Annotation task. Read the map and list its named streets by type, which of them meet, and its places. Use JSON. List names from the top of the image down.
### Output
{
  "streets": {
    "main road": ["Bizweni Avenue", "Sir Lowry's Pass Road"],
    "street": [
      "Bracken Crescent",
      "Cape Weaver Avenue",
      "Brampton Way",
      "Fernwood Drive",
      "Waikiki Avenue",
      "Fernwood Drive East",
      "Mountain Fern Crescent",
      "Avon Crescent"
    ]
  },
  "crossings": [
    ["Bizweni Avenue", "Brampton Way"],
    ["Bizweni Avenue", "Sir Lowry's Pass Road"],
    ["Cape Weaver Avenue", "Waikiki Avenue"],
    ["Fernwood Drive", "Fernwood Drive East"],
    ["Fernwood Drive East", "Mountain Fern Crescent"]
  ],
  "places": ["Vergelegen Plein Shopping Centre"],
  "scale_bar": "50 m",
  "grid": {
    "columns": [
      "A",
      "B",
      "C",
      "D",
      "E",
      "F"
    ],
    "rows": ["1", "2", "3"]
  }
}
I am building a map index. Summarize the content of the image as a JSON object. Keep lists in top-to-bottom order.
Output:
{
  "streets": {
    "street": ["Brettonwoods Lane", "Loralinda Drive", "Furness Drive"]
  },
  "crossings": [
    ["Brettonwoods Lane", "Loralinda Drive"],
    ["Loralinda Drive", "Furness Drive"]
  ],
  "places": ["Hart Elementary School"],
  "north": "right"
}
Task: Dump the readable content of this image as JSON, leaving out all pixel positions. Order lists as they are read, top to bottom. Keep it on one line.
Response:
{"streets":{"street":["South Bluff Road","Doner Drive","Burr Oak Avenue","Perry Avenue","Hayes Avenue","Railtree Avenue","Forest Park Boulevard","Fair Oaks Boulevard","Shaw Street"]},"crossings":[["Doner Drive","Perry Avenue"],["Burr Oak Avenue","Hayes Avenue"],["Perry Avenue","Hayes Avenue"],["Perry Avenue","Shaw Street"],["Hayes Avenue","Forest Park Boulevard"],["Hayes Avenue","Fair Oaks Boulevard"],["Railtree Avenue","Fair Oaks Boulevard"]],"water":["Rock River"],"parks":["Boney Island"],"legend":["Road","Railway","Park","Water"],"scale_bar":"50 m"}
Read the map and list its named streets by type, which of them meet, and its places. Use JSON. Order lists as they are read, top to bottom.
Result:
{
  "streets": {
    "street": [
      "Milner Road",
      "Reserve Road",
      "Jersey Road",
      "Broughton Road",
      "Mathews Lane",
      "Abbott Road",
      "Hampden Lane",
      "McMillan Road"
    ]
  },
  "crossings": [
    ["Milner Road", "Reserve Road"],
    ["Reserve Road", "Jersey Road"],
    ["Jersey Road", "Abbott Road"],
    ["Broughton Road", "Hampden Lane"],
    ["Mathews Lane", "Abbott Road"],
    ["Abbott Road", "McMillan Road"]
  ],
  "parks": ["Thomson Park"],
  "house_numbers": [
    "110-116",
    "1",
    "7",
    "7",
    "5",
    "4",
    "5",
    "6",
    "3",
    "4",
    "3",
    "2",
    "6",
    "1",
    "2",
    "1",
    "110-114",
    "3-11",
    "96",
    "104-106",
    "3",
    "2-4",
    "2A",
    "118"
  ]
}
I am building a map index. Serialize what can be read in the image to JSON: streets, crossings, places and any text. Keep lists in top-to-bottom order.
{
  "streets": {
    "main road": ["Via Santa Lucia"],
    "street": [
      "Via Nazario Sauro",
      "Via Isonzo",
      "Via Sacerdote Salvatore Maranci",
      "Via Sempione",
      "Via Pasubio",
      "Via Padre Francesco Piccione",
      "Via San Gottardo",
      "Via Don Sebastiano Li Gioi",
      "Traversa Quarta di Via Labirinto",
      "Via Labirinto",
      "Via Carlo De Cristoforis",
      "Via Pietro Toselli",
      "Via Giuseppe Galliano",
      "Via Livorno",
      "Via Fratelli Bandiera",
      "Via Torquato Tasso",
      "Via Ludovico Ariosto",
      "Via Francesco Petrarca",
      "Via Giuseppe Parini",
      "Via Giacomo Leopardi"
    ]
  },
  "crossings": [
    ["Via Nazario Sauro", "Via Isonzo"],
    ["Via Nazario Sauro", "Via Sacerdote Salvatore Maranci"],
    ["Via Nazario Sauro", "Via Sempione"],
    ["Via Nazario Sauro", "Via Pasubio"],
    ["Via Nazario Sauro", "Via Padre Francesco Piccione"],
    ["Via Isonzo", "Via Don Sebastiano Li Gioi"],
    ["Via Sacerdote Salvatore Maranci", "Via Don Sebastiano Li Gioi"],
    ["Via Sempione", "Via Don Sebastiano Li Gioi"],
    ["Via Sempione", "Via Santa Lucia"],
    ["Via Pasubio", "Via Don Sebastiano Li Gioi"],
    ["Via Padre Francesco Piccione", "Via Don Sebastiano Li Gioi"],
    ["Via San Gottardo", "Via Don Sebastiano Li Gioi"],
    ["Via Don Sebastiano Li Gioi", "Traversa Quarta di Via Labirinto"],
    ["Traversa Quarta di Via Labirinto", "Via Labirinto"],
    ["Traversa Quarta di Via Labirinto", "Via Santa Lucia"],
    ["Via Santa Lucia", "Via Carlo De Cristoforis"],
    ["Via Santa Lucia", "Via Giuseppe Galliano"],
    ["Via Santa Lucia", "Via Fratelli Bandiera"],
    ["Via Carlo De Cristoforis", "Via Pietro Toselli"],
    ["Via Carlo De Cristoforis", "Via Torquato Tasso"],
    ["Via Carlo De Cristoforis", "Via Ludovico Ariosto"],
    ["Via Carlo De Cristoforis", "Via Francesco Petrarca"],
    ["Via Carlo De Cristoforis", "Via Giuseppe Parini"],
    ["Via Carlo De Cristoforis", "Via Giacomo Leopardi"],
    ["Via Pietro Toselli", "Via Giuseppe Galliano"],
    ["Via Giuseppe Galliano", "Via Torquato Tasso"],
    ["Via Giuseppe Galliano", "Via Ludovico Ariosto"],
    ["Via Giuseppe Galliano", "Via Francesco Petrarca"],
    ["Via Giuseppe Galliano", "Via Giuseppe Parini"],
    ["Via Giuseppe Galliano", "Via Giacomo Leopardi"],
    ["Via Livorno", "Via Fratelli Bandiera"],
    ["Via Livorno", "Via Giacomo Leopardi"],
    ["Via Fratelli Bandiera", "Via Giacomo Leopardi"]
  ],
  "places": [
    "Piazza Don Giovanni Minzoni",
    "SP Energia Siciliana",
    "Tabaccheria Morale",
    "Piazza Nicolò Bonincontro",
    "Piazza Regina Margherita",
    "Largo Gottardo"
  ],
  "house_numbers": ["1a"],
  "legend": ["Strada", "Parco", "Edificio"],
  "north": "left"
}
········
> [How to complete this task]: A complete, exact repeat of the records is the required answer.

> [Problem solution]:
Annotation task. Read the map and list its named streets by type, which of them meet, and its places. Use JSON. List names from the top of the image down.
### Output
{
  "streets": {
    "main road": ["Bizweni Avenue", "Sir Lowry's Pass Road"],
    "street": [
      "Bracken Crescent",
      "Cape Weaver Avenue",
      "Brampton Way",
      "Fernwood Drive",
      "Waikiki Avenue",
      "Fernwood Drive East",
      "Mountain Fern Crescent",
      "Avon Crescent"
    ]
  },
  "crossings": [
    ["Bizweni Avenue", "Brampton Way"],
    ["Bizweni Avenue", "Sir Lowry's Pass Road"],
    ["Cape Weaver Avenue", "Waikiki Avenue"],
    ["Fernwood Drive", "Fernwood Drive East"],
    ["Fernwood Drive East", "Mountain Fern Crescent"]
  ],
  "places": ["Vergelegen Plein Shopping Centre"],
  "scale_bar": "50 m",
  "grid": {
    "columns": [
      "A",
      "B",
      "C",
      "D",
      "E",
      "F"
    ],
    "rows": ["1", "2", "3"]
  }
}
I am building a map index. Summarize the content of the image as a JSON object. Keep lists in top-to-bottom order.
Output:
{
  "streets": {
    "street": ["Brettonwoods Lane", "Loralinda Drive", "Furness Drive"]
  },
  "crossings": [
    ["Brettonwoods Lane", "Loralinda Drive"],
    ["Loralinda Drive", "Furness Drive"]
  ],
  "places": ["Hart Elementary School"],
  "north": "right"
}
Task: Dump the readable content of this image as JSON, leaving out all pixel positions. Order lists as they are read, top to bottom. Keep it on one line.
Response:
{"streets":{"street":["South Bluff Road","Doner Drive","Burr Oak Avenue","Perry Avenue","Hayes Avenue","Railtree Avenue","Forest Park Boulevard","Fair Oaks Boulevard","Shaw Street"]},"crossings":[["Doner Drive","Perry Avenue"],["Burr Oak Avenue","Hayes Avenue"],["Perry Avenue","Hayes Avenue"],["Perry Avenue","Shaw Street"],["Hayes Avenue","Forest Park Boulevard"],["Hayes Avenue","Fair Oaks Boulevard"],["Railtree Avenue","Fair Oaks Boulevard"]],"water":["Rock River"],"parks":["Boney Island"],"legend":["Road","Railway","Park","Water"],"scale_bar":"50 m"}
Read the map and list its named streets by type, which of them meet, and its places. Use JSON. Order lists as they are read, top to bottom.
Result:
{
  "streets": {
    "street": [
      "Milner Road",
      "Reserve Road",
      "Jersey Road",
      "Broughton Road",
      "Mathews Lane",
      "Abbott Road",
      "Hampden Lane",
      "McMillan Road"
    ]
  },
  "crossings": [
    ["Milner Road", "Reserve Road"],
    ["Reserve Road", "Jersey Road"],
    ["Jersey Road", "Abbott Road"],
    ["Broughton Road", "Hampden Lane"],
    ["Mathews Lane", "Abbott Road"],
    ["Abbott Road", "McMillan Road"]
  ],
  "parks": ["Thomson Park"],
  "house_numbers": [
    "110-116",
    "1",
    "7",
    "7",
    "5",
    "4",
    "5",
    "6",
    "3",
    "4",
    "3",
    "2",
    "6",
    "1",
    "2",
    "1",
    "110-114",
    "3-11",
    "96",
    "104-106",
    "3",
    "2-4",
    "2A",
    "118"
  ]
}
I am building a map index. Serialize what can be read in the image to JSON: streets, crossings, places and any text. Keep lists in top-to-bottom order.
{
  "streets": {
    "main road": ["Via Santa Lucia"],
    "street": [
      "Via Nazario Sauro",
      "Via Isonzo",
      "Via Sacerdote Salvatore Maranci",
      "Via Sempione",
      "Via Pasubio",
      "Via Padre Francesco Piccione",
      "Via San Gottardo",
      "Via Don Sebastiano Li Gioi",
      "Traversa Quarta di Via Labirinto",
      "Via Labirinto",
      "Via Carlo De Cristoforis",
      "Via Pietro Toselli",
      "Via Giuseppe Galliano",
      "Via Livorno",
      "Via Fratelli Bandiera",
      "Via Torquato Tasso",
      "Via Ludovico Ariosto",
      "Via Francesco Petrarca",
      "Via Giuseppe Parini",
      "Via Giacomo Leopardi"
    ]
  },
  "crossings": [
    ["Via Nazario Sauro", "Via Isonzo"],
    ["Via Nazario Sauro", "Via Sacerdote Salvatore Maranci"],
    ["Via Nazario Sauro", "Via Sempione"],
    ["Via Nazario Sauro", "Via Pasubio"],
    ["Via Nazario Sauro", "Via Padre Francesco Piccione"],
    ["Via Isonzo", "Via Don Sebastiano Li Gioi"],
    ["Via Sacerdote Salvatore Maranci", "Via Don Sebastiano Li Gioi"],
    ["Via Sempione", "Via Don Sebastiano Li Gioi"],
    ["Via Sempione", "Via Santa Lucia"],
    ["Via Pasubio", "Via Don Sebastiano Li Gioi"],
    ["Via Padre Francesco Piccione", "Via Don Sebastiano Li Gioi"],
    ["Via San Gottardo", "Via Don Sebastiano Li Gioi"],
    ["Via Don Sebastiano Li Gioi", "Traversa Quarta di Via Labirinto"],
    ["Traversa Quarta di Via Labirinto", "Via Labirinto"],
    ["Traversa Quarta di Via Labirinto", "Via Santa Lucia"],
    ["Via Santa Lucia", "Via Carlo De Cristoforis"],
    ["Via Santa Lucia", "Via Giuseppe Galliano"],
    ["Via Santa Lucia", "Via Fratelli Bandiera"],
    ["Via Carlo De Cristoforis", "Via Pietro Toselli"],
    ["Via Carlo De Cristoforis", "Via Torquato Tasso"],
    ["Via Carlo De Cristoforis", "Via Ludovico Ariosto"],
    ["Via Carlo De Cristoforis", "Via Francesco Petrarca"],
    ["Via Carlo De Cristoforis", "Via Giuseppe Parini"],
    ["Via Carlo De Cristoforis", "Via Giacomo Leopardi"],
    ["Via Pietro Toselli", "Via Giuseppe Galliano"],
    ["Via Giuseppe Galliano", "Via Torquato Tasso"],
    ["Via Giuseppe Galliano", "Via Ludovico Ariosto"],
    ["Via Giuseppe Galliano", "Via Francesco Petrarca"],
    ["Via Giuseppe Galliano", "Via Giuseppe Parini"],
    ["Via Giuseppe Galliano", "Via Giacomo Leopardi"],
    ["Via Livorno", "Via Fratelli Bandiera"],
    ["Via Livorno", "Via Giacomo Leopardi"],
    ["Via Fratelli Bandiera", "Via Giacomo Leopardi"]
  ],
  "places": [
    "Piazza Don Giovanni Minzoni",
    "SP Energia Siciliana",
    "Tabaccheria Morale",
    "Piazza Nicolò Bonincontro",
    "Piazza Regina Margherita",
    "Largo Gottardo"
  ],
  "house_numbers": ["1a"],
  "legend": ["Strada", "Parco", "Edificio"],
  "north": "left"
}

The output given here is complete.